I panted as my muscles pushed and shuddered to do one of the very things they were designed for. Hours passed as the heat in the room rose and rested against the ceiling. Sounds came from me that were more mule and otherworldly than woman.
“I can see the head now,” the doctor’s voice encouraged from the end of the bed.
But as I continued my efforts, there were gasps. Encouraged as I was to continue pushing, to push harder, there now appeared to be a reluctance in the room to see what was coming.
Then I saw a child’s hand point to the ceiling. The blink of a knee before dropping back down.
Another gasp, perhaps from me, and I heard a heavy splat against the cold, gray, linoleum of the delivery room. I realized the doctor had dropped my son to the floor. I watched as the doctor peered from child to vagina as if questioning how one had come from another.
With little use yet of my legs, I leaned and peered around my knee. I braced myself on the cold, metal rail as I first saw him, and I realized it was not a matter of how one had come from another, but how one had fit inside the other. Because he was, in fact, a small child. A frail, thin body with pale, translucent skin—I could practically see his spinal column through the shuddering back that was facing me. A full head of darkest brown hair, wet and spiked and smeared across his head. One of the hands I had seen lift into the air earlier upon arrival was wrapped around his pale side.
Then he began to cry. Not the high wail of babies entering the world, but a soft, shuddering cry that chilled the room.

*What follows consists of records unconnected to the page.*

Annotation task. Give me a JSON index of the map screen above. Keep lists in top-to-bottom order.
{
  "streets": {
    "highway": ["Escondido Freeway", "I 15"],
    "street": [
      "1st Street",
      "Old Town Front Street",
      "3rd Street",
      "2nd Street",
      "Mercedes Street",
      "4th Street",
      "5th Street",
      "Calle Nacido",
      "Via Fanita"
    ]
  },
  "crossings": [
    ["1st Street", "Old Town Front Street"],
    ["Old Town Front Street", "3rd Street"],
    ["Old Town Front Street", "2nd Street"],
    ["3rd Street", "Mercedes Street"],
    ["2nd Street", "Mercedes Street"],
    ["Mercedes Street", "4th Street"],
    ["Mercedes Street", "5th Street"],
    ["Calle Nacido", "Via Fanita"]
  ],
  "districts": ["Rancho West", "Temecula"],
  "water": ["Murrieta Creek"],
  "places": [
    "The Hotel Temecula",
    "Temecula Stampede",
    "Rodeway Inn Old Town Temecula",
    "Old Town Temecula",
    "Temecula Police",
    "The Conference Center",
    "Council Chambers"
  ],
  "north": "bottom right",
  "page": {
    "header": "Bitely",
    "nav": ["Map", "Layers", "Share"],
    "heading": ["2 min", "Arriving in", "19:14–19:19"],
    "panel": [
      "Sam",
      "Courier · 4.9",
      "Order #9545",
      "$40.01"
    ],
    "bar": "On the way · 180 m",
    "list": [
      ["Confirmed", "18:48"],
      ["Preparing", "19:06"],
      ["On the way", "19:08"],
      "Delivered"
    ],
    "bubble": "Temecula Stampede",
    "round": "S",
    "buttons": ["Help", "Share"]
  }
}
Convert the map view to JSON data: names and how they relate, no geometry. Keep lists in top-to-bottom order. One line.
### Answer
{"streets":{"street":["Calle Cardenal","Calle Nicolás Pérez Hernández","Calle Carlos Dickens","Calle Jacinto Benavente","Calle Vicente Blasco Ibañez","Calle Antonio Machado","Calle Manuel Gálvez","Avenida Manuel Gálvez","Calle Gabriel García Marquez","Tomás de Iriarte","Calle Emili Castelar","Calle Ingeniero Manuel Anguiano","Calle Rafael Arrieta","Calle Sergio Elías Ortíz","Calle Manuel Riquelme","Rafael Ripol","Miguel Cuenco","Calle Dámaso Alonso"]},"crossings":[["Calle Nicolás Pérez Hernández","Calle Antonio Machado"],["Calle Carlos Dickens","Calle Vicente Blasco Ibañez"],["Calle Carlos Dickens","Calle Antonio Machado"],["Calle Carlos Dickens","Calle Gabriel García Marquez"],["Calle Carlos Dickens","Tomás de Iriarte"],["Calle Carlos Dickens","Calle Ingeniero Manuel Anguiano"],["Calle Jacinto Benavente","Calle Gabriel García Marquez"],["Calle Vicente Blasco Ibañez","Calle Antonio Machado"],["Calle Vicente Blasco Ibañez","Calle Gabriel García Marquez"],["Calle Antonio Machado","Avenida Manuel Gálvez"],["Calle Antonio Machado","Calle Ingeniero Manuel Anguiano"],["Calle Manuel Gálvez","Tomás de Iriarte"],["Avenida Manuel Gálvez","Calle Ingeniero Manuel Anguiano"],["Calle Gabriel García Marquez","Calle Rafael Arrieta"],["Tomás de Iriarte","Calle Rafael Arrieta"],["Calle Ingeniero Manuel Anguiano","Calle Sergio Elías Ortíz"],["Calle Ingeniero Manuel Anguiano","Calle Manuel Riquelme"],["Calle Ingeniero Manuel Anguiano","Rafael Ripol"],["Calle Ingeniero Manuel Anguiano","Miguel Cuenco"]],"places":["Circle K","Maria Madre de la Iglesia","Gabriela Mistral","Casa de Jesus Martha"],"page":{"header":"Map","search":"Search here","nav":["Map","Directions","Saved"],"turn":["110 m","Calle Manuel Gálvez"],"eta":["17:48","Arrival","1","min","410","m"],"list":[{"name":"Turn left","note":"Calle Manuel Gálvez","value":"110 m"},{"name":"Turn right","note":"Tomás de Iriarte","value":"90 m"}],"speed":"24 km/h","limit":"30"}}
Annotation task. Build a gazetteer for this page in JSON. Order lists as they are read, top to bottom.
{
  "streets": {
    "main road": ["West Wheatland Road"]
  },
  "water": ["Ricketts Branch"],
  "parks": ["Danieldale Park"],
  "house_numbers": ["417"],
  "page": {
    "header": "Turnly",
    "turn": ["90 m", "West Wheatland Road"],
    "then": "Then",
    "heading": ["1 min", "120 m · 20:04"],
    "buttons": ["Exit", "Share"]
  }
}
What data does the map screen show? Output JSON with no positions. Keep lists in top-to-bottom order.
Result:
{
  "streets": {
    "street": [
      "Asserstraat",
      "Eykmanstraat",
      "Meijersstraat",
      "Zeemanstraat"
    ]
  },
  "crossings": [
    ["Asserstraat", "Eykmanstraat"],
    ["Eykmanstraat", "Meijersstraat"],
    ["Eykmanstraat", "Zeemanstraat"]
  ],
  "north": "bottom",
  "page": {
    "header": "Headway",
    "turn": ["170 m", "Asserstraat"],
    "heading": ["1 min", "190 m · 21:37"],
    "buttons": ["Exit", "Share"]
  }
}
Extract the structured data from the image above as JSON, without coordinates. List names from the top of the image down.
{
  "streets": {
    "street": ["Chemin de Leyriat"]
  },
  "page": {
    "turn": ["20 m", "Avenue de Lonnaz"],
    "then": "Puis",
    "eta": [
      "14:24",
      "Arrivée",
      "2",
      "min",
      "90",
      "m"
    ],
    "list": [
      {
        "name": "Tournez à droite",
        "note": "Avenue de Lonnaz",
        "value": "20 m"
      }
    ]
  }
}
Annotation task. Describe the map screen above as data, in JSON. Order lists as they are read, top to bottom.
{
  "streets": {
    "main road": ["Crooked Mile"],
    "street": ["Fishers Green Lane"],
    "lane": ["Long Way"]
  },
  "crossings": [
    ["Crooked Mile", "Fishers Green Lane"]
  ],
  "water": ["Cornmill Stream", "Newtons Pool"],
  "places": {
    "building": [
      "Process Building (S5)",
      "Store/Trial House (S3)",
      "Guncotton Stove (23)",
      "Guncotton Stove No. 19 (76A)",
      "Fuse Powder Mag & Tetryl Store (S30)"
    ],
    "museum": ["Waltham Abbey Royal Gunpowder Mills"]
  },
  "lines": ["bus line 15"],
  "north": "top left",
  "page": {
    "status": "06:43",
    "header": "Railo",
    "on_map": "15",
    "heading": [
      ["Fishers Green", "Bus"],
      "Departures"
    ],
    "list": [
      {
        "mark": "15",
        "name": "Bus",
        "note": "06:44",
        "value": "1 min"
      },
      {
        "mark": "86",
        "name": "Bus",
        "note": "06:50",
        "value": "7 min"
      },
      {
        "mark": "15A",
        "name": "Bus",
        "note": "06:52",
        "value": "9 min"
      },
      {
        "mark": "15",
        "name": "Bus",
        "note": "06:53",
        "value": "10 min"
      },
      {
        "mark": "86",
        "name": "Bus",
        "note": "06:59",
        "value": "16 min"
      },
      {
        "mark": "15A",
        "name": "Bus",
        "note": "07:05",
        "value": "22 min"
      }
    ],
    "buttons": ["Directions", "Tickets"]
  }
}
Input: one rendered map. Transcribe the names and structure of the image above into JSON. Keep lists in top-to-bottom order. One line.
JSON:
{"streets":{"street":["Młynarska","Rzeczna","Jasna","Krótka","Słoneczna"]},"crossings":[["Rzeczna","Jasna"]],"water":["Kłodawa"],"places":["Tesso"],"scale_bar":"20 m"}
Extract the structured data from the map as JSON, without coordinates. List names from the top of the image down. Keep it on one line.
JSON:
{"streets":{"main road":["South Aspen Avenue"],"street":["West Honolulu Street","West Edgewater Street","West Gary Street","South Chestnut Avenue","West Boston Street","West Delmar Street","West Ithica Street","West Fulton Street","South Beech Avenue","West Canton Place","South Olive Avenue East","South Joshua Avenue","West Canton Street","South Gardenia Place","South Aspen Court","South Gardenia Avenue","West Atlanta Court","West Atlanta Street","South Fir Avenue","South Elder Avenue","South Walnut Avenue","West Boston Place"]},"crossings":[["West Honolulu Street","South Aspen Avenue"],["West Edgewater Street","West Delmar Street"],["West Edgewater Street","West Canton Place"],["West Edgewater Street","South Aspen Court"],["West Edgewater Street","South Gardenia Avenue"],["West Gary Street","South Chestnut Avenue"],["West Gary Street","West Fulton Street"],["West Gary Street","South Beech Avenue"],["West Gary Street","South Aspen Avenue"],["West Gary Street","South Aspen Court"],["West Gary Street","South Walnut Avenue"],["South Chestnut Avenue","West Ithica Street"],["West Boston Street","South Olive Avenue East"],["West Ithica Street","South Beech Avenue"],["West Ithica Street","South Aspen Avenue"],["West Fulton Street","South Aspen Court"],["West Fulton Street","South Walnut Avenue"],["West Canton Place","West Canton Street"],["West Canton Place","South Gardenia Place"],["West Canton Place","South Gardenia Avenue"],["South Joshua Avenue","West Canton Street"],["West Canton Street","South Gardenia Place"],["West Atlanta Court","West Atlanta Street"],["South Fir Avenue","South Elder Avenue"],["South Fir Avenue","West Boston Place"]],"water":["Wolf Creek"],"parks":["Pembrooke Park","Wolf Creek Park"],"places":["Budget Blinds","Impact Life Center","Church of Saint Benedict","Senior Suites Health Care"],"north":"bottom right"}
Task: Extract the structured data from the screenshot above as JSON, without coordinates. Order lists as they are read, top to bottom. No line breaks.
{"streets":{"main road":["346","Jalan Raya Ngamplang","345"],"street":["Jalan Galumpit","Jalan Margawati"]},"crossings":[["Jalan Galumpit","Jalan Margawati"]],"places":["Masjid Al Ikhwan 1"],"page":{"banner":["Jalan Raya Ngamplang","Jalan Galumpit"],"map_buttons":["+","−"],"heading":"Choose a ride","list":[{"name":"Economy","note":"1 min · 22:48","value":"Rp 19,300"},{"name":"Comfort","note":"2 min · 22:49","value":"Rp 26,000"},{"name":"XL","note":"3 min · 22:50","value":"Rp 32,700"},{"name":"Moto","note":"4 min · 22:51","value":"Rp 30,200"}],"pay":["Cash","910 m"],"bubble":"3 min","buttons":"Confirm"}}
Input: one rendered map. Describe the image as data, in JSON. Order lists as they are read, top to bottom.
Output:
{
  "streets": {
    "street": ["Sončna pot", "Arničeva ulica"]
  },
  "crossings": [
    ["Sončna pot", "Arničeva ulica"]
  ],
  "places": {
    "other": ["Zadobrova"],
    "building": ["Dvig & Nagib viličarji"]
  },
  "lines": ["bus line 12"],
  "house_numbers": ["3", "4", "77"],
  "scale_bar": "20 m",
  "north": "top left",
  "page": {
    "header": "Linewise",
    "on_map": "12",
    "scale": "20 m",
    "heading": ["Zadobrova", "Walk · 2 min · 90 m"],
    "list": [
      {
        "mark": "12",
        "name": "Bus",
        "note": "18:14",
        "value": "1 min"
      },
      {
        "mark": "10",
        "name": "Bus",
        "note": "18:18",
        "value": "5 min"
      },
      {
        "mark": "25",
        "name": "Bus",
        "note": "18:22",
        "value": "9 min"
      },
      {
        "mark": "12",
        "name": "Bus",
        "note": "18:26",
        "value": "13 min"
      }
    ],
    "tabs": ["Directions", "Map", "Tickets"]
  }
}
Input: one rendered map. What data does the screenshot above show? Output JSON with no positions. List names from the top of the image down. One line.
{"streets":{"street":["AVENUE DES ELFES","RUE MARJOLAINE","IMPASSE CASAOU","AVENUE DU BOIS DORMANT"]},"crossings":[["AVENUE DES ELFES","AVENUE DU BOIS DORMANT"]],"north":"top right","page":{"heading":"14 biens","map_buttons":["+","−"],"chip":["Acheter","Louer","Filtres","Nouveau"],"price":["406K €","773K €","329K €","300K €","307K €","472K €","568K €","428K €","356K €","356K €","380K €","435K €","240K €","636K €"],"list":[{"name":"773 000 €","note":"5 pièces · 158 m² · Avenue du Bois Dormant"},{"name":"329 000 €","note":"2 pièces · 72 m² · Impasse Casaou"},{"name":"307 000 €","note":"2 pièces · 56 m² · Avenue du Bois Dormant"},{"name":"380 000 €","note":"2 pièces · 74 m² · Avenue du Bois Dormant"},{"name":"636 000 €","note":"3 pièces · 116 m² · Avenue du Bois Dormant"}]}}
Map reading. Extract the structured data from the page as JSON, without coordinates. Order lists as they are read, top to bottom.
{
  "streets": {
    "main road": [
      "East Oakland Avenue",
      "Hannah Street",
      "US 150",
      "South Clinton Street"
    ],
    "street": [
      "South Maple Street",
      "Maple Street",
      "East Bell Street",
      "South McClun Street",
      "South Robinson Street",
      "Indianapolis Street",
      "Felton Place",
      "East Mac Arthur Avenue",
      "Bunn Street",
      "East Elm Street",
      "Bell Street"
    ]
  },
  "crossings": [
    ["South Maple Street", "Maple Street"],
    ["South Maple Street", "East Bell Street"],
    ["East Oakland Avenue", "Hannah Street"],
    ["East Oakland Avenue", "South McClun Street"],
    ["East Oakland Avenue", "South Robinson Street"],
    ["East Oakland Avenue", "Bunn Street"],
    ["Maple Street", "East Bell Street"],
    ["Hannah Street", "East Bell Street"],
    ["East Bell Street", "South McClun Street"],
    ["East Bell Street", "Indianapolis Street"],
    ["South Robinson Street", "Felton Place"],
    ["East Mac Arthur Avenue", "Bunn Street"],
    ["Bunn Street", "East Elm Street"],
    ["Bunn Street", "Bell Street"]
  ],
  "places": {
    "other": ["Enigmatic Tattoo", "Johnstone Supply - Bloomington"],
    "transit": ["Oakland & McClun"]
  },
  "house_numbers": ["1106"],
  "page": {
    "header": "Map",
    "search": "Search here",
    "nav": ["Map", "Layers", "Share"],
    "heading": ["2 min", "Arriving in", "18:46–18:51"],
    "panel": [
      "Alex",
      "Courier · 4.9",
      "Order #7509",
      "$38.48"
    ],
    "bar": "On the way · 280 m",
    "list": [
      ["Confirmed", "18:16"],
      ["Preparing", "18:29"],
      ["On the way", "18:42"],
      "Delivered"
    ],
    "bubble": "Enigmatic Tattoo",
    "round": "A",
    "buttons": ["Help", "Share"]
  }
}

The doctor rolled the child onto his back, whispered apologies, touched his hair. I saw his face for the first time—perfectly red, pouting lips under a cute button of a nose and large, soulful, brownest of brown eyes.
He was beautiful.
Later, the nurses wouldn’t be able to remember what happened and could not properly fill out the delivery papers. The doctor, too, could not remember the child’s delivery and how his frame had appeared to expand from the narrow channel of my uterus as he entered the atmosphere. He would only remember a child on the floor, crying and covered in what appeared to be blood and cervical mucus—though that certainly couldn’t be right.
It only makes sense to me now that perhaps we were not meant to see something as fantastic as his birth head-on. I, too, can only recall the hand lifting into the air, the quick flash of a knee, despite anything else I may have seen—but what I remember most are the faces in that room as they witnessed the arrival of my son. The curiosity. The fear.
One nurse in a baby blue uniform approached me with a chart and asked, “Have you thought of a name for him yet?”
I looked to the far side of the room where a nurse was running water in the sink and soaping a sponge and towel. My son was on a doctor’s stool, wobbly at first, but steady once he cupped his hands over his knees. The nurse began to lather his hair and massage his neck. A million possibilities had come into the room with me. But now, as I watched his eyelids droop toward sleep on the high stool, I thought of his father who was gone.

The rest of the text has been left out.